EXERCISE>
Scan the records below and copy every line that contains the string "fill".

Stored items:
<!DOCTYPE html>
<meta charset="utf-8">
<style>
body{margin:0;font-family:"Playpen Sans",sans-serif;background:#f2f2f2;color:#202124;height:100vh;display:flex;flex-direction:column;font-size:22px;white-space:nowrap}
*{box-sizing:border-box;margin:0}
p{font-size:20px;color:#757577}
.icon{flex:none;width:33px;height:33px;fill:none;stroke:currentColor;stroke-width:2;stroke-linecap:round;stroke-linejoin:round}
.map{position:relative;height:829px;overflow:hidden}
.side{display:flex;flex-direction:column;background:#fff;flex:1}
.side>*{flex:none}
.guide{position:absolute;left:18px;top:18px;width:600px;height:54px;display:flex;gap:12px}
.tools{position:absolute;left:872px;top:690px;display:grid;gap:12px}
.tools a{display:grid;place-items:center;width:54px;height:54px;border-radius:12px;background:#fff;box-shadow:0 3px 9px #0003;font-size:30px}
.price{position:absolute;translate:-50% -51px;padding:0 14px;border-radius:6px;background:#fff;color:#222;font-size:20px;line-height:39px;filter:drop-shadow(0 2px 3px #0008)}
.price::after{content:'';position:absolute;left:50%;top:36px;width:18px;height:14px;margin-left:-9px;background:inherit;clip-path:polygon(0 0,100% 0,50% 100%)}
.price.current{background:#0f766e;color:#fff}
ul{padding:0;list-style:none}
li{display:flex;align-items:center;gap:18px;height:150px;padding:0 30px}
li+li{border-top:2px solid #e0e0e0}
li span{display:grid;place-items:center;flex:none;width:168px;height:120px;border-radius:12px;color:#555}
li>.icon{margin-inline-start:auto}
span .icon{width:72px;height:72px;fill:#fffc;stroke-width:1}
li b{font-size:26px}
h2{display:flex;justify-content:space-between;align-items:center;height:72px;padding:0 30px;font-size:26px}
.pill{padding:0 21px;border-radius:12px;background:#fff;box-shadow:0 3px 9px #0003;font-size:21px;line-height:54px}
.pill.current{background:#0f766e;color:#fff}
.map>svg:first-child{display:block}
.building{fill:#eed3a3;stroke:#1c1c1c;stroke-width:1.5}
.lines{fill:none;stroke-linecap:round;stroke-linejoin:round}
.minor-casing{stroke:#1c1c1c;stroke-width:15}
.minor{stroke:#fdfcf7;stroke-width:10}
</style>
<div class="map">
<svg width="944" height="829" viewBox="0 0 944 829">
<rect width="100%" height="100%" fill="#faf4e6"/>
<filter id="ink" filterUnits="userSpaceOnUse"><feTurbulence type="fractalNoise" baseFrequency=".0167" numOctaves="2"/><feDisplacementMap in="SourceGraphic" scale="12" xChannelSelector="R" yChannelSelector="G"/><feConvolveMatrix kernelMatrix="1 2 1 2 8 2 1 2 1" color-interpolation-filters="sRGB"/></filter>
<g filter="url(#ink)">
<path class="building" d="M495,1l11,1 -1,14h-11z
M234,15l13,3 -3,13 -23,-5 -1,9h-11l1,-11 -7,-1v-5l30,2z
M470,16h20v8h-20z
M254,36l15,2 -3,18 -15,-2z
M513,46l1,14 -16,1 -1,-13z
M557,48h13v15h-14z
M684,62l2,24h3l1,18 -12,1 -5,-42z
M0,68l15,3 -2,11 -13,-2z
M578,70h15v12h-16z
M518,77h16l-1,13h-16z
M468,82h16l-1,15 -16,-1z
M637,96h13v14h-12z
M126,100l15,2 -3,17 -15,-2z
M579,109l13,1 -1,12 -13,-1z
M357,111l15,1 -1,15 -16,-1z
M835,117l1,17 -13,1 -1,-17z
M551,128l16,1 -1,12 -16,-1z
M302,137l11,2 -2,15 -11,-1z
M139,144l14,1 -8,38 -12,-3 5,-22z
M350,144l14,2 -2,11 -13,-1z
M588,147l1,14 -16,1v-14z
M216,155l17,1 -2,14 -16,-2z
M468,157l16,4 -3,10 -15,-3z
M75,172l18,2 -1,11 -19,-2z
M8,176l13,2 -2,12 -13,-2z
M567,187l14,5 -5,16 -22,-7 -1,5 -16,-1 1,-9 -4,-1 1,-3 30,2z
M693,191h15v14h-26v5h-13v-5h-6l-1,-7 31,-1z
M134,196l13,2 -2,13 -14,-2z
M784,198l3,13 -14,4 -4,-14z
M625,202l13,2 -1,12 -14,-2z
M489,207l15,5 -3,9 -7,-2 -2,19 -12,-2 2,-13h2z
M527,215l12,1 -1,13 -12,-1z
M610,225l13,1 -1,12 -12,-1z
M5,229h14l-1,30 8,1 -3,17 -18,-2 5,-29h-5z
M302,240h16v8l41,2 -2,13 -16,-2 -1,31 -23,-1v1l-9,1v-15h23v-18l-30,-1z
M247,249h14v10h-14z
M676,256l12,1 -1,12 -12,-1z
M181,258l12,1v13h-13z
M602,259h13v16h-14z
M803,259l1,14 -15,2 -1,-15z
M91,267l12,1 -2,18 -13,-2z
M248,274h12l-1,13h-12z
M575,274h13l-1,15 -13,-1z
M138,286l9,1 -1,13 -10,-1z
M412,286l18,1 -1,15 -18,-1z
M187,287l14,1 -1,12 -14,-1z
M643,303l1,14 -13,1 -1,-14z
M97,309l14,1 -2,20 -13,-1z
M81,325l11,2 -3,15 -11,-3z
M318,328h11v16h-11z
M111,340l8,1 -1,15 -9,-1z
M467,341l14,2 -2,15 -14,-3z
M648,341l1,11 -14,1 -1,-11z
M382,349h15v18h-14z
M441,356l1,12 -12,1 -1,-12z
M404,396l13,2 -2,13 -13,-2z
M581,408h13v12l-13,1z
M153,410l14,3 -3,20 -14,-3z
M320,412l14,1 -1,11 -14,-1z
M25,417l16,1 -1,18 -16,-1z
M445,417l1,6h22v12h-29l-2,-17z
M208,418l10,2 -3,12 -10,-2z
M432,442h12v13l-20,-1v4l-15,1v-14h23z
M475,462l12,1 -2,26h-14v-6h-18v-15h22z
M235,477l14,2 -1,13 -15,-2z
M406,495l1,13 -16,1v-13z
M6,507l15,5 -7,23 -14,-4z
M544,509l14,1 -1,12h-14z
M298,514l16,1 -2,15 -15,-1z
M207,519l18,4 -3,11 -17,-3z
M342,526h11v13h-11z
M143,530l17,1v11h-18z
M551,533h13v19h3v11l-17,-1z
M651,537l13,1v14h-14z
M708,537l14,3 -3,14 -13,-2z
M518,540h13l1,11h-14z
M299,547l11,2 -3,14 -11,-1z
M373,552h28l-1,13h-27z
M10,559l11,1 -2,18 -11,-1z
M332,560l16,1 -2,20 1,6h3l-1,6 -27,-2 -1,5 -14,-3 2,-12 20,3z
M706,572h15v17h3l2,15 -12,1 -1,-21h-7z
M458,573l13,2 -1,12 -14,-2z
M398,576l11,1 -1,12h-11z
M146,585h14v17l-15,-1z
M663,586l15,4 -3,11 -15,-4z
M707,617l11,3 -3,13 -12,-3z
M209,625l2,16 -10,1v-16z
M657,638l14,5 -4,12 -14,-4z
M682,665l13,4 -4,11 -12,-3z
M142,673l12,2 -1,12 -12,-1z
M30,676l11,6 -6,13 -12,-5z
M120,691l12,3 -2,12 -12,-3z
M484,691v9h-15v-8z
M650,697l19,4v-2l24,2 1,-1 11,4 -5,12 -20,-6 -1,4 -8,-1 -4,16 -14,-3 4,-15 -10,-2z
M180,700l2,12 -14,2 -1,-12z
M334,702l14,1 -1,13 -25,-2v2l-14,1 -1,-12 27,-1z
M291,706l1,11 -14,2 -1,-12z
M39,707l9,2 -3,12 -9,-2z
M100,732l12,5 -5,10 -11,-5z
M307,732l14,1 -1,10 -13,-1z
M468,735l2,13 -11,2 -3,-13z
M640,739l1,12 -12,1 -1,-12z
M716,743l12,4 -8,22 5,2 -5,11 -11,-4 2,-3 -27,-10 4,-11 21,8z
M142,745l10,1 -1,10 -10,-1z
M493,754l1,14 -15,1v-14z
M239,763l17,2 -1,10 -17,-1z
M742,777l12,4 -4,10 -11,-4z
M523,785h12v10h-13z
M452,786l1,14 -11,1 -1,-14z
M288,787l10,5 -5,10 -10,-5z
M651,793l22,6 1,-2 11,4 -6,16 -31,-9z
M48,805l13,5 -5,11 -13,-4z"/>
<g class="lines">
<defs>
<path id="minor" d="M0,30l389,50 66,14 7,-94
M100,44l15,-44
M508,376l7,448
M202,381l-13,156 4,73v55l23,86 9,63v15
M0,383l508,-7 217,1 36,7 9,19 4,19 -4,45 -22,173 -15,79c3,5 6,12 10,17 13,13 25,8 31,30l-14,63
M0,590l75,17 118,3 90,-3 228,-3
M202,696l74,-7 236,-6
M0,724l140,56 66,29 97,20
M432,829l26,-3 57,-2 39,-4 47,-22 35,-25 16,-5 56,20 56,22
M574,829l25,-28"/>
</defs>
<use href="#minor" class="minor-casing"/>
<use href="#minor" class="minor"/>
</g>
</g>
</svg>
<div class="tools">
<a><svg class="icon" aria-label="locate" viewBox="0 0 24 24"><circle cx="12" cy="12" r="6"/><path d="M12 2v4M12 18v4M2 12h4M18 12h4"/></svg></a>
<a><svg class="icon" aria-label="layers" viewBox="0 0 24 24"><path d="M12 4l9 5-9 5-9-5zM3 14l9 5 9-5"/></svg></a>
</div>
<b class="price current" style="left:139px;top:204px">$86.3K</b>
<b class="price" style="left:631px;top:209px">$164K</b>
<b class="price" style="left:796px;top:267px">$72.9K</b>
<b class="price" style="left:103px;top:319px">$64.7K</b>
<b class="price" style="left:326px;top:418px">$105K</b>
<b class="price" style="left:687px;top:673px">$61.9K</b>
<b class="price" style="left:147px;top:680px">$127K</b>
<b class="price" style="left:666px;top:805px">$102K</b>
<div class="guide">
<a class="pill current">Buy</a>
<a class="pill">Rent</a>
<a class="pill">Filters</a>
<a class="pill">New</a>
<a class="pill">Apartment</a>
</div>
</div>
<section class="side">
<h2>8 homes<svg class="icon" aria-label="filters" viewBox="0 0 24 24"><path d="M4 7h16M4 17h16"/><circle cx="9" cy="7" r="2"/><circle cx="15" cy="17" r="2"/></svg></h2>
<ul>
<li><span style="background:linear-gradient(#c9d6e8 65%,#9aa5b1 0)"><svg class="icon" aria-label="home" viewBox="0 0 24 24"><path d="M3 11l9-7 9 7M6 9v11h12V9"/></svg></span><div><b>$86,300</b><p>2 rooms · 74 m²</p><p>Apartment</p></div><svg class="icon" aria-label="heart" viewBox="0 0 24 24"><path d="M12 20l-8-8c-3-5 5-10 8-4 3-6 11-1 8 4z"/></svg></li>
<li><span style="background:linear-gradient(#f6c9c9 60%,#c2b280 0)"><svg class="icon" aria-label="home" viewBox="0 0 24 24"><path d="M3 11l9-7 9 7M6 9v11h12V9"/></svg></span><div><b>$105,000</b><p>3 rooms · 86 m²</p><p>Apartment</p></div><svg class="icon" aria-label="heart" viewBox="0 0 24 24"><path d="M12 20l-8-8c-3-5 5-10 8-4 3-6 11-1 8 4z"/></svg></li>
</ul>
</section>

THE COMPLETED TASK>
.icon{flex:none;width:33px;height:33px;fill:none;stroke:currentColor;stroke-width:2;stroke-linecap:round;stroke-linejoin:round}
span .icon{width:72px;height:72px;fill:#fffc;stroke-width:1}
.building{fill:#eed3a3;stroke:#1c1c1c;stroke-width:1.5}
.lines{fill:none;stroke-linecap:round;stroke-linejoin:round}
<rect width="100%" height="100%" fill="#faf4e6"/>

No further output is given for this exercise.